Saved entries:
•••
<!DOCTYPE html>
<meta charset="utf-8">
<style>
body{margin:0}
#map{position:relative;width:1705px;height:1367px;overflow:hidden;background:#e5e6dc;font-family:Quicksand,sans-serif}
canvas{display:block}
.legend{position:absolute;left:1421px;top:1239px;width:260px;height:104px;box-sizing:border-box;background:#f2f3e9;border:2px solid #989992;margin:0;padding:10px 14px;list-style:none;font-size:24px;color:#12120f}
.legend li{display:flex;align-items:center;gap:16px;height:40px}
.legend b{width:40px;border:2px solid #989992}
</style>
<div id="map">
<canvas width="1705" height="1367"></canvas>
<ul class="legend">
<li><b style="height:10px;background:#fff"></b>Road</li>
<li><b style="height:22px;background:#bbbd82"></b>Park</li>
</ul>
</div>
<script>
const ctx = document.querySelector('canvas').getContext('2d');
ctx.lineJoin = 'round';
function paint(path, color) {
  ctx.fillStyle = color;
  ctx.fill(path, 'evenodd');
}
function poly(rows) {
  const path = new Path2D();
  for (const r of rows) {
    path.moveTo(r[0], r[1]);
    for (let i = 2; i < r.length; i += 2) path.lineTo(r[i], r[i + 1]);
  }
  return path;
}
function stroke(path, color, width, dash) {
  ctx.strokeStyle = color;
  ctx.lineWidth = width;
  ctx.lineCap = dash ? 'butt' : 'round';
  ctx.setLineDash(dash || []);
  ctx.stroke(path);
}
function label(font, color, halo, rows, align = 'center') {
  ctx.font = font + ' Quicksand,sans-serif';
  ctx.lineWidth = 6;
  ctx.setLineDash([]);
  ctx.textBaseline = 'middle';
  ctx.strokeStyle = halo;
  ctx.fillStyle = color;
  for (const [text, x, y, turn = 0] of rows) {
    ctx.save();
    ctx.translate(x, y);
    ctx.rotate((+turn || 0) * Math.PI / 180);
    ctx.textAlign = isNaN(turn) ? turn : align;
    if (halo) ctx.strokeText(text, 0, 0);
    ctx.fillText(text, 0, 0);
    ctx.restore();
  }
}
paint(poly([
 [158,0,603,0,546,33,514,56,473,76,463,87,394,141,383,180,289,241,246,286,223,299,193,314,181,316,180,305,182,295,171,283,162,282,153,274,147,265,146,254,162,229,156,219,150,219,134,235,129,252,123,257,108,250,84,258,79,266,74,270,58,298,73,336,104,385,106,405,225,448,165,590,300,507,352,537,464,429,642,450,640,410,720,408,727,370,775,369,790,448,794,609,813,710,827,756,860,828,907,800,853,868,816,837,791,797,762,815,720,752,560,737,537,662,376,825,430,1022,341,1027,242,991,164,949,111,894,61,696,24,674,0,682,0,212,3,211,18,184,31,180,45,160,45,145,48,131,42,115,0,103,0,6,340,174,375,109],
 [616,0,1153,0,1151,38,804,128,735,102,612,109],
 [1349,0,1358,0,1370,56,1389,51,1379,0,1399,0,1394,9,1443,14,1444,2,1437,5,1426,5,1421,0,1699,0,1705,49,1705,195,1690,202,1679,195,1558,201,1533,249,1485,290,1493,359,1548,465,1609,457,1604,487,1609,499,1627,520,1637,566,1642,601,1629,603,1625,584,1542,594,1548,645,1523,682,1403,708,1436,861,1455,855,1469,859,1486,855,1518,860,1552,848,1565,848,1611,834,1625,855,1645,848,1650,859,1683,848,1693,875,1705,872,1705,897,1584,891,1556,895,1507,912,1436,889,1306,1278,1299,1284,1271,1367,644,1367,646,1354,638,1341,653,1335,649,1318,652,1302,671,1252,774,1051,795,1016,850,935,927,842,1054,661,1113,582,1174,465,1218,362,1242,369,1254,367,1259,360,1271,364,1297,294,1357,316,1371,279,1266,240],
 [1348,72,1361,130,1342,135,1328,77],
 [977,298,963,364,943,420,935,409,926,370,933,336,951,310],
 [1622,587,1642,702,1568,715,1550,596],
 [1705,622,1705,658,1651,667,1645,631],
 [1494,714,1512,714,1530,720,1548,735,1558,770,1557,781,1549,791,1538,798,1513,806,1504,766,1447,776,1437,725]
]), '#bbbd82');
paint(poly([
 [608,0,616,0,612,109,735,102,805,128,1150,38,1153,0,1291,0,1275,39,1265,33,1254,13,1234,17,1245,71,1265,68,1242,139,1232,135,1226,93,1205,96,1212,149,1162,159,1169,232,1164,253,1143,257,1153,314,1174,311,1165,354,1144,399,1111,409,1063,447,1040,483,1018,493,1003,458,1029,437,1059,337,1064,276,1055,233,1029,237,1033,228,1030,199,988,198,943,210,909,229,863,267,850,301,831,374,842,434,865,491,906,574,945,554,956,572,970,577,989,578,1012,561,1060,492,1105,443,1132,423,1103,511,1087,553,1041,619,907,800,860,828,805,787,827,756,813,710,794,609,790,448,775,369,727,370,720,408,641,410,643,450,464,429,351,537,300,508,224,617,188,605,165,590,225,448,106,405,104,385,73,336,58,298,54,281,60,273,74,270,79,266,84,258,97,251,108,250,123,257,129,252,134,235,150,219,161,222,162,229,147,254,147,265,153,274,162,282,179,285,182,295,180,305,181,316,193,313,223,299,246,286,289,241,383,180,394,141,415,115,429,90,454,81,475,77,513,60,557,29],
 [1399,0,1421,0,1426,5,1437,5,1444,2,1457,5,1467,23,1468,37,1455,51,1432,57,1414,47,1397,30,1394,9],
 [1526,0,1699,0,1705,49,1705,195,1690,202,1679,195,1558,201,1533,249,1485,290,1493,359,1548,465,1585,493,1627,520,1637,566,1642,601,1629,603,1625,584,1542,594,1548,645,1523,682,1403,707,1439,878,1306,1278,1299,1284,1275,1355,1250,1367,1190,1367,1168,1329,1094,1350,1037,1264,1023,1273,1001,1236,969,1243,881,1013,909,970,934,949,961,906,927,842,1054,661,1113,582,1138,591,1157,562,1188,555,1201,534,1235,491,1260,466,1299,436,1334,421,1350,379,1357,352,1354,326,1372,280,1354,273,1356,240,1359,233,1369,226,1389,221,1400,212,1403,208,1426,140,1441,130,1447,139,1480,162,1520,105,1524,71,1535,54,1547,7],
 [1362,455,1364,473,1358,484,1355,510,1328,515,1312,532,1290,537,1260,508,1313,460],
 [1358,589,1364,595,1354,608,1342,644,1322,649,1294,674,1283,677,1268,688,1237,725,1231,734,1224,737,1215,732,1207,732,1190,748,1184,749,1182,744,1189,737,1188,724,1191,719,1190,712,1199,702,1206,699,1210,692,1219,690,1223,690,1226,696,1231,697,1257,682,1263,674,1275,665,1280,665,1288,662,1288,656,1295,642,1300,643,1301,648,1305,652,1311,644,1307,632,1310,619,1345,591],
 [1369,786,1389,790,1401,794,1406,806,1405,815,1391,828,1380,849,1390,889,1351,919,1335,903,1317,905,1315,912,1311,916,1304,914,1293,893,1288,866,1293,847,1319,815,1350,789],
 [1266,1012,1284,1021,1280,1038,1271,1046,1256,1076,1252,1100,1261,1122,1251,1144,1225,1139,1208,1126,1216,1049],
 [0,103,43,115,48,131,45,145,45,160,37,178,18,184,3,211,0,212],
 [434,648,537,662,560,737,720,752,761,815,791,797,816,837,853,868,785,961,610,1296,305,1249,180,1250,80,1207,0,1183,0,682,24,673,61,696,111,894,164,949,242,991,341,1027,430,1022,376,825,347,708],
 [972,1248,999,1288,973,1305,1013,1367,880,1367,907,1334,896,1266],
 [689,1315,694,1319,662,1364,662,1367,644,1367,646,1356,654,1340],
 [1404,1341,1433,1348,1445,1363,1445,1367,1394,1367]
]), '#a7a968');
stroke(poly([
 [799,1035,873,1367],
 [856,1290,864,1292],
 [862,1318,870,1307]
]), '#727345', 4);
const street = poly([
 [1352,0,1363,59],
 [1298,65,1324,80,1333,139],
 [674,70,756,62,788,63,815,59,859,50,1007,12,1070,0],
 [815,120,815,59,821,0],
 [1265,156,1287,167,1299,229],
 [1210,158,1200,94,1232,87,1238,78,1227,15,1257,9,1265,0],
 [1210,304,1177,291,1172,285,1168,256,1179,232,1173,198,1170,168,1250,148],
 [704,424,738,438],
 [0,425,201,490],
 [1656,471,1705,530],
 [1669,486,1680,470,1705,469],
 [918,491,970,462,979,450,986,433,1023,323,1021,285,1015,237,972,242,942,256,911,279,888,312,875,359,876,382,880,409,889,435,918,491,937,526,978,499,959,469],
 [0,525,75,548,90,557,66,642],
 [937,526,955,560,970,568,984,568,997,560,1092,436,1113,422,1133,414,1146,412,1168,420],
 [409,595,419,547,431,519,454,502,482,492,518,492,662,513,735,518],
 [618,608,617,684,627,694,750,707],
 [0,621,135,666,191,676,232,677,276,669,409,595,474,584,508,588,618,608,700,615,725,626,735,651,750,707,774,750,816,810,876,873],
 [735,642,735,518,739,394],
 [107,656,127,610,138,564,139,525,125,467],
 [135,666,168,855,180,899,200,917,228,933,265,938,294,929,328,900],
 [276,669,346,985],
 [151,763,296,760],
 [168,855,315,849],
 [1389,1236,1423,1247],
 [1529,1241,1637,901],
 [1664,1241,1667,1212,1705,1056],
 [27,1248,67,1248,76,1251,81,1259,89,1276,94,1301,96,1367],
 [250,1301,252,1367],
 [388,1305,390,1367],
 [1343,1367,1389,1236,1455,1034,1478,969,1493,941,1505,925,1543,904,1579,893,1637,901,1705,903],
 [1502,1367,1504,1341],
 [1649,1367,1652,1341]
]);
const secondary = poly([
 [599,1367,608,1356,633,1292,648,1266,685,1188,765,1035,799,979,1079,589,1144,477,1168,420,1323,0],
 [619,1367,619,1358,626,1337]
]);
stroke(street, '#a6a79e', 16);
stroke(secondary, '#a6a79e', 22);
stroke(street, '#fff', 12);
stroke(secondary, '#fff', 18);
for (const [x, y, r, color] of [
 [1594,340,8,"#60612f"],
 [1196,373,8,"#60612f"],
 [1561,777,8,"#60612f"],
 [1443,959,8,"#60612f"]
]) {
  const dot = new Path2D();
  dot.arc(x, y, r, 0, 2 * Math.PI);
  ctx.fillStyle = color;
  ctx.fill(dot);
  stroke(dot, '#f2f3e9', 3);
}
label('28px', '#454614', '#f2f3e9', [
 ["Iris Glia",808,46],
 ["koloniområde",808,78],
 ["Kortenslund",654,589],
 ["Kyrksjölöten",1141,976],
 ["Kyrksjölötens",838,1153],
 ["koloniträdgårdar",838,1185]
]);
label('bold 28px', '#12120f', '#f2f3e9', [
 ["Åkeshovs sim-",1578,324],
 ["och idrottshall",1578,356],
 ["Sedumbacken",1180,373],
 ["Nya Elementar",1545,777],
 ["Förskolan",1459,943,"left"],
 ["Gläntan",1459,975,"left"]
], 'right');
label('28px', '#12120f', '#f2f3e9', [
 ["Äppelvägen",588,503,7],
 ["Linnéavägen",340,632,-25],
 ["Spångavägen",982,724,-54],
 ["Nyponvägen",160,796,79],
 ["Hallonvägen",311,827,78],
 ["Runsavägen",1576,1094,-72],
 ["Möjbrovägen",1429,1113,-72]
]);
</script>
•••
Your assignment:
Only the lines from the top of the data through the line that contains "path.moveTo(r[0], r[1]);" should be quoted, exactly as they stand.

Finished exercise:
<!DOCTYPE html>
<meta charset="utf-8">
<style>
body{margin:0}
#map{position:relative;width:1705px;height:1367px;overflow:hidden;background:#e5e6dc;font-family:Quicksand,sans-serif}
canvas{display:block}
.legend{position:absolute;left:1421px;top:1239px;width:260px;height:104px;box-sizing:border-box;background:#f2f3e9;border:2px solid #989992;margin:0;padding:10px 14px;list-style:none;font-size:24px;color:#12120f}
.legend li{display:flex;align-items:center;gap:16px;height:40px}
.legend b{width:40px;border:2px solid #989992}
</style>
<div id="map">
<canvas width="1705" height="1367"></canvas>
<ul class="legend">
<li><b style="height:10px;background:#fff"></b>Road</li>
<li><b style="height:22px;background:#bbbd82"></b>Park</li>
</ul>
</div>
<script>
const ctx = document.querySelector('canvas').getContext('2d');
ctx.lineJoin = 'round';
function paint(path, color) {
  ctx.fillStyle = color;
  ctx.fill(path, 'evenodd');
}
function poly(rows) {
  const path = new Path2D();
  for (const r of rows) {
    path.moveTo(r[0], r[1]);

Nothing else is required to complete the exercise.